The results of our University of Pittsburgh study are consistent with what has been observed in workers who regularly use benzene but with eight hour exposures, which are considerably greater. We have found that chronic low-level benzene exposure is tied with an increased risk for leukemia among residents living near the Tranguch spill site. While acute myelogenous leukemia has been definitively linked to benzene exposure in workers, our study is one of the first to suggest such an association in residents from environmental exposures in their homes.

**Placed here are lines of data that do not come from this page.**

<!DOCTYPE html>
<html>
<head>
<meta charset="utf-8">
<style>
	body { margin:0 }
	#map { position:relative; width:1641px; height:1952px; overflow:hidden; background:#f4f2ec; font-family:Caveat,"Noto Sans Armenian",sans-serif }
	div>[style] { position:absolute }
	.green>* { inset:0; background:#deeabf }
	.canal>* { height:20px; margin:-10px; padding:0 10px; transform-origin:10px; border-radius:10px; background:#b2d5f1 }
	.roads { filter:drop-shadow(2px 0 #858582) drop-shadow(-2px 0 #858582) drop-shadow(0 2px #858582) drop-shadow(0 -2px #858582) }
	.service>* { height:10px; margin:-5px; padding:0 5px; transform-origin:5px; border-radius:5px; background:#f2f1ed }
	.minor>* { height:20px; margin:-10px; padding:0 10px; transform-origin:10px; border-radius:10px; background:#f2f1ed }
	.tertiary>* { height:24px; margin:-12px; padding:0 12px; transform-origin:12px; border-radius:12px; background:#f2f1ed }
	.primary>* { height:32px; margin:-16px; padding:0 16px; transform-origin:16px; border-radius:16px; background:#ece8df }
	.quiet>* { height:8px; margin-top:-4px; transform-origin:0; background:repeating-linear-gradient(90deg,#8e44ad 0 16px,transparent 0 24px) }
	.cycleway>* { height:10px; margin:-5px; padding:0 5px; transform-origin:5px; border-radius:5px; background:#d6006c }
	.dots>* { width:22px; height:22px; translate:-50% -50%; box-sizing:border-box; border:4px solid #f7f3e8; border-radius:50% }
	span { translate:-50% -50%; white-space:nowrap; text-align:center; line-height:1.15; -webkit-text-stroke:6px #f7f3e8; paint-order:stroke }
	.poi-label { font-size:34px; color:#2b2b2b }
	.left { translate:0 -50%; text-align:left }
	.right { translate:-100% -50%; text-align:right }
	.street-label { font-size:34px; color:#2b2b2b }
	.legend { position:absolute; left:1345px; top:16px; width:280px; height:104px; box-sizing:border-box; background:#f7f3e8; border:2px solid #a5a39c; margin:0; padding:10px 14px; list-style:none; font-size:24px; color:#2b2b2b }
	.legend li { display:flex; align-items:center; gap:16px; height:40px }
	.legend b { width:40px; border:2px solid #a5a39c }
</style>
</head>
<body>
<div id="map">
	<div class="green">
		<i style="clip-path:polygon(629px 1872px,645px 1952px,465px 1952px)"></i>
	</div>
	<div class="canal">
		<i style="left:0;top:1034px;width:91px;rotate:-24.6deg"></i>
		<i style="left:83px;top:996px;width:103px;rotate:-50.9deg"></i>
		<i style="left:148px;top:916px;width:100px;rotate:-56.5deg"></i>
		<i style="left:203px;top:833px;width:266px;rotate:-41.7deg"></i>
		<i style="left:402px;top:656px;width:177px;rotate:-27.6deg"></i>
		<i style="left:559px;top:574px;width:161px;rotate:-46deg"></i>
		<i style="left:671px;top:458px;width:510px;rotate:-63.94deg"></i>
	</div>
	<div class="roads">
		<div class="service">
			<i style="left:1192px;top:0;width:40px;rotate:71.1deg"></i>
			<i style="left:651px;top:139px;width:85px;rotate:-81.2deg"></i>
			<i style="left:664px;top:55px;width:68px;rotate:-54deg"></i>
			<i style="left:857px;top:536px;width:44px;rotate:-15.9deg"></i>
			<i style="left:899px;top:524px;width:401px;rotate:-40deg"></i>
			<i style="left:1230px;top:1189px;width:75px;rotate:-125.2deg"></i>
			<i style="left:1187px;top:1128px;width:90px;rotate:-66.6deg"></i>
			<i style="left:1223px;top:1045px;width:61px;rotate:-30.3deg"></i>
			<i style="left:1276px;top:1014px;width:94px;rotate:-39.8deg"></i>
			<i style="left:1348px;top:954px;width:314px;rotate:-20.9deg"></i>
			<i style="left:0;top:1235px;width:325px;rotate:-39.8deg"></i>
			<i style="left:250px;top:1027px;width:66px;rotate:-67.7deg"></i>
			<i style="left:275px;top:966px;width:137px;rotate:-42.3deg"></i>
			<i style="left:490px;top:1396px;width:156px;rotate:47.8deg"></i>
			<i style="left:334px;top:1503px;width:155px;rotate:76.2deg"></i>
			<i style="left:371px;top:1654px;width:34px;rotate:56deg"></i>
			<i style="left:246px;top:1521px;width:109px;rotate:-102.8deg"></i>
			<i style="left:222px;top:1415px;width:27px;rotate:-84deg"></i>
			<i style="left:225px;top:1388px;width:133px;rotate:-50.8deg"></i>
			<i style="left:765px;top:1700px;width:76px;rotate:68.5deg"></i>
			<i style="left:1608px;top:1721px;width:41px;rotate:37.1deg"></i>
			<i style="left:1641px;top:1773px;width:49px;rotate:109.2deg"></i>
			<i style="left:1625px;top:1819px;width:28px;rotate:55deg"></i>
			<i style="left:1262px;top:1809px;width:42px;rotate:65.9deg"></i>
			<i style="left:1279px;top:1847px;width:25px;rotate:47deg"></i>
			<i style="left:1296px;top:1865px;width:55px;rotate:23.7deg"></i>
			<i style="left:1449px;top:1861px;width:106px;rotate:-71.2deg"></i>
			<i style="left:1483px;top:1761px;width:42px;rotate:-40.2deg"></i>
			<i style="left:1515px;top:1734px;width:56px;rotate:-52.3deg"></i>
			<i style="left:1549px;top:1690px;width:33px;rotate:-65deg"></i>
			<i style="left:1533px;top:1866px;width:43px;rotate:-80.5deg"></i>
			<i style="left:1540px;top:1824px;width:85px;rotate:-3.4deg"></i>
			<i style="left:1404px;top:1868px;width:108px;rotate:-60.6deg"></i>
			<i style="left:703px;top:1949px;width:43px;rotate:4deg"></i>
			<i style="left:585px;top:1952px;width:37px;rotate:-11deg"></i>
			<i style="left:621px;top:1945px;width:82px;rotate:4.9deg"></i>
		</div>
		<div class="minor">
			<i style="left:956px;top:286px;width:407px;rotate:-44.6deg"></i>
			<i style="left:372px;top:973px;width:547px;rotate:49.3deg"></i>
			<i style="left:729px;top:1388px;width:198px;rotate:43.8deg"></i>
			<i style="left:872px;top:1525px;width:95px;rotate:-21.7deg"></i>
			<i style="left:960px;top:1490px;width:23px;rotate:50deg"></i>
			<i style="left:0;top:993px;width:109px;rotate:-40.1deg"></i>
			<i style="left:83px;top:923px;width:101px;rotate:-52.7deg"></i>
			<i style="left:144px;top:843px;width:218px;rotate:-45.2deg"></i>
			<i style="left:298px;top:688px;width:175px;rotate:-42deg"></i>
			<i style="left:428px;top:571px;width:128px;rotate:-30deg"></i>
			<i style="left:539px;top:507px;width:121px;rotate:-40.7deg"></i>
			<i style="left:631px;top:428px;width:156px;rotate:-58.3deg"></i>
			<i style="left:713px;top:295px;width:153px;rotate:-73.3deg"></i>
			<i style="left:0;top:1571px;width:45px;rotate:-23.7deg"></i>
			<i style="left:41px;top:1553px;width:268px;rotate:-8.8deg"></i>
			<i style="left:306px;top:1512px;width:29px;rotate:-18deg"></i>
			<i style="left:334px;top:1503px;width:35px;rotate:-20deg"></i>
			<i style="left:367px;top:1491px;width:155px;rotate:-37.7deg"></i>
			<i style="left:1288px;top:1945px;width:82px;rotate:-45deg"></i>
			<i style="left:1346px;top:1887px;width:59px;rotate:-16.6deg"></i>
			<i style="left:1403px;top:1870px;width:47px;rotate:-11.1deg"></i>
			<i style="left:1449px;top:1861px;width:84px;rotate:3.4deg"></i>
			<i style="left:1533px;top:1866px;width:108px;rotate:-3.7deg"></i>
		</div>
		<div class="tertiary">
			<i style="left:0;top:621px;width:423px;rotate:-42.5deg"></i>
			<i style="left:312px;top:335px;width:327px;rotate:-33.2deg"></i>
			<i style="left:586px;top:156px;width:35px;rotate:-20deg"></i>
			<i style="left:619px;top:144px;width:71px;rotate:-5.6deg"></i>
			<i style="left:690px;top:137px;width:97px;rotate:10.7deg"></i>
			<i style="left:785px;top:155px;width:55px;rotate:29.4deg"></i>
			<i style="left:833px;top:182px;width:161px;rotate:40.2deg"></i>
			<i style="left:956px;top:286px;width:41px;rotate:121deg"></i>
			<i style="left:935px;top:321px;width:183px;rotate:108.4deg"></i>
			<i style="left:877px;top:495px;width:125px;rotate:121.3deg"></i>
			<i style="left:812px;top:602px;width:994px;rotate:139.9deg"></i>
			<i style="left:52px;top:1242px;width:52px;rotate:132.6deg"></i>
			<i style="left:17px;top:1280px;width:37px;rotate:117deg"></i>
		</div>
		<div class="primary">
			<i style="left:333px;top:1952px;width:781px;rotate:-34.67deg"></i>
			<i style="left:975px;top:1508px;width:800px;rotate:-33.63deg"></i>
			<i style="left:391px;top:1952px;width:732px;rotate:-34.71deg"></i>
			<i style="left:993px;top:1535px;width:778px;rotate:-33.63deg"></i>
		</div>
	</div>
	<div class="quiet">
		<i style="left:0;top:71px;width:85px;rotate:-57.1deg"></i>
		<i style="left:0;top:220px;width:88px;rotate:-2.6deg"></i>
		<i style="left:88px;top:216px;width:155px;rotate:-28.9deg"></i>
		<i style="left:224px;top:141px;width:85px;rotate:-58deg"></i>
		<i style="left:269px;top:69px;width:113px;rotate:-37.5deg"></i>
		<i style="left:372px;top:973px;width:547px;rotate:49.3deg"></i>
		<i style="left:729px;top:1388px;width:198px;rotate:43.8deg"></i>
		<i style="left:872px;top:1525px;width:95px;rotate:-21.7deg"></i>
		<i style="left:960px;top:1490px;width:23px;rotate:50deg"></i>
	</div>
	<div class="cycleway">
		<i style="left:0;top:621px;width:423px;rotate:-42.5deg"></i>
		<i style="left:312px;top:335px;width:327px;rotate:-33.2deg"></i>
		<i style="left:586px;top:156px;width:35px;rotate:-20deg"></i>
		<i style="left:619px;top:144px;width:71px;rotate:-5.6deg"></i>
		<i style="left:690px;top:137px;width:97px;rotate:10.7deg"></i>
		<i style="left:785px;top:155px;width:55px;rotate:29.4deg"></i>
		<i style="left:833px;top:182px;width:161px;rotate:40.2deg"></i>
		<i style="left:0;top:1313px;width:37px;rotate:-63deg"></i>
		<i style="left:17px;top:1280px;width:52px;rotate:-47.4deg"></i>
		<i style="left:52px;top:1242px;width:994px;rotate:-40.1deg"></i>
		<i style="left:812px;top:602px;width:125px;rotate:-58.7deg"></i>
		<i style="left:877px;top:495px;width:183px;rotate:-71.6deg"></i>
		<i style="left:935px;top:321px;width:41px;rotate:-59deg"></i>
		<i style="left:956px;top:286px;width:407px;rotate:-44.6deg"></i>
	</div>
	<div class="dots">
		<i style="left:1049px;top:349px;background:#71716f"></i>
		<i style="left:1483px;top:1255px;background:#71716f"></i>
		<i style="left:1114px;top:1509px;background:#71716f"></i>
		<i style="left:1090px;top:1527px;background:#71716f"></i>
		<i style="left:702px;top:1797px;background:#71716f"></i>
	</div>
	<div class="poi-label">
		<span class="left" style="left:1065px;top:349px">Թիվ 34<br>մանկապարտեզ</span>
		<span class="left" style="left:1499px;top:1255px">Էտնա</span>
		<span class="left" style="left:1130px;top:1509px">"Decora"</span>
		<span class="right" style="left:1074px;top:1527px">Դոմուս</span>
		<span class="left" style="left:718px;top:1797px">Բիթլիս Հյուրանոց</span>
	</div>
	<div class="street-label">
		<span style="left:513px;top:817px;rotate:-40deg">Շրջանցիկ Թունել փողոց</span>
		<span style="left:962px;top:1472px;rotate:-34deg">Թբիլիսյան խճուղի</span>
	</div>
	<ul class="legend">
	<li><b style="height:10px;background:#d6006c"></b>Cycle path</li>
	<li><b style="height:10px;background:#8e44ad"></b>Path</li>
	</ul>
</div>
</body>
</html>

Scientists who worked on this study have met with the community to explain these results and suggested general precautions to lower personal environmental exposure to other sources of benzene, like cigarette smoke and pumping gasoline as well as housing cans of paint thinner, gasoline for lawn mowers and paint in close proximity to their living areas. Recommendations were made to public health agencies and the community based on the study's findings. They included screening the exposed community in the future to see whether they develop other health problems. Public health officials will be engaged in surveillance in the spill-affected area in order to determine the long-term impact of this low-level exposure to gasoline.

Our research is one of very few studies to extensively investigate exposures to gasoline/benzene in a community setting. Given the high prevalence of leaking underground gasoline tanks in the United States, this exposure is far from unique. Therefore, it is important for communities and public health agencies to cooperate to assess and address health effects potentially resulting from such leaks.